Release:2019, Vol. 3. №1
About the author:Olga V. Vasilieva, Leading Specialist, Analytical Department, Center for Sociological Research “Monitoring Public Opinion” (Krasnoyarsk, Russian Federation); firstname.lastname@example.org
This article presents a complex sociological measurement of social mood, taking into account its static-dynamic traits and rational-emotional aspects. The author proves that the sociological evaluation of social mood is a measurement of happiness. The sociological tools proposed for the comprehensive measurement of happiness embrace the achievements of contemporary social sciences and humanities. In addition, the author substantiates the demand for simultaneous consideration of the totality of the components of social mood that are invariant for most studies. Being a static characteristic of social mood, social general state (subjective well-being, life satisfaction) is measured, and an orientation towards value experiences is estimated as a dynamic characteristic. Social mood is considered the most integral of the phenomena that describe not only the quality of life of social actors, but also their position in society from the point of view of their potential. On the example of a particular socio-demographic group (the adult population of Krasnoyarsk), this article reports the author’s experience of a comprehensive study of social mood.

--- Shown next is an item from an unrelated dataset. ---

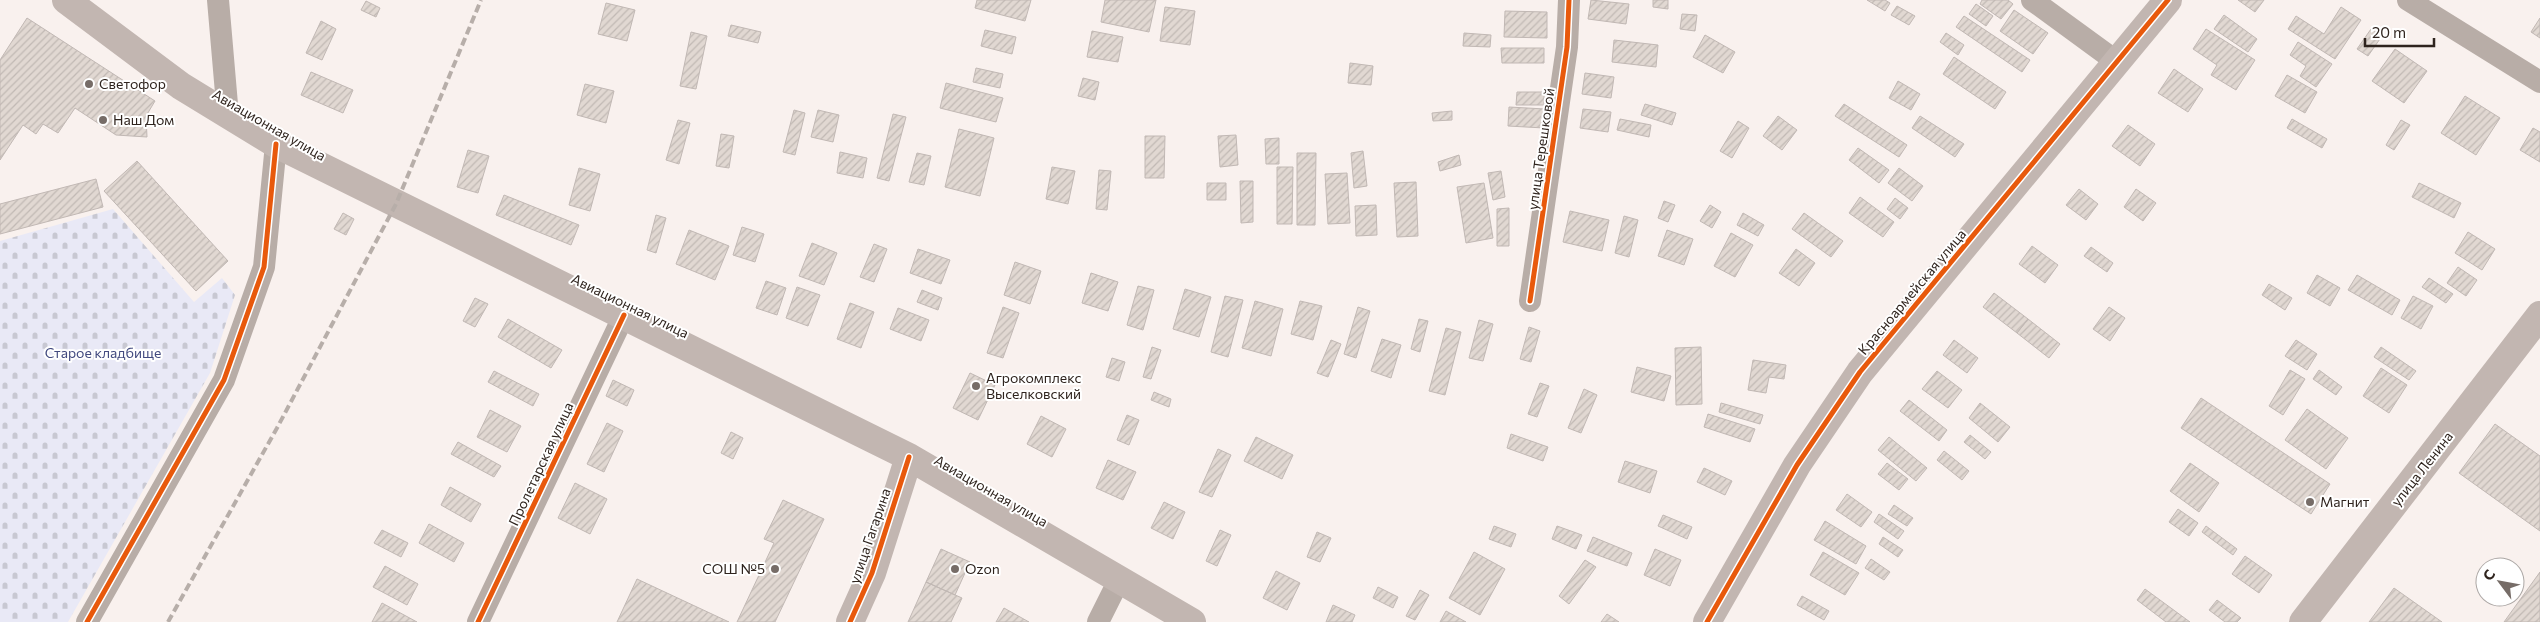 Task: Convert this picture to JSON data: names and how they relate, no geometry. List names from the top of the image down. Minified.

The proposed measuring tools claim to be integrative in measuring social mood and enable examining this phenomenon from several points of view at the same time, including such aspects as optimism and pessimism, degree of relevance and level of satisfaction of basic needs, as well as the system of value orientations and personal merits of the respondents. In this regard, it seems imperative to create a matrix of social mood, representing it in the unity of its two elements, three levels, seven layers and twelve qualities, respectively. Based on the identification of each of these elements, levels, layers, and qualities of social mood in a social mood of the social actor, the author finds it possible to build a complex matrix of happiness for a given actor.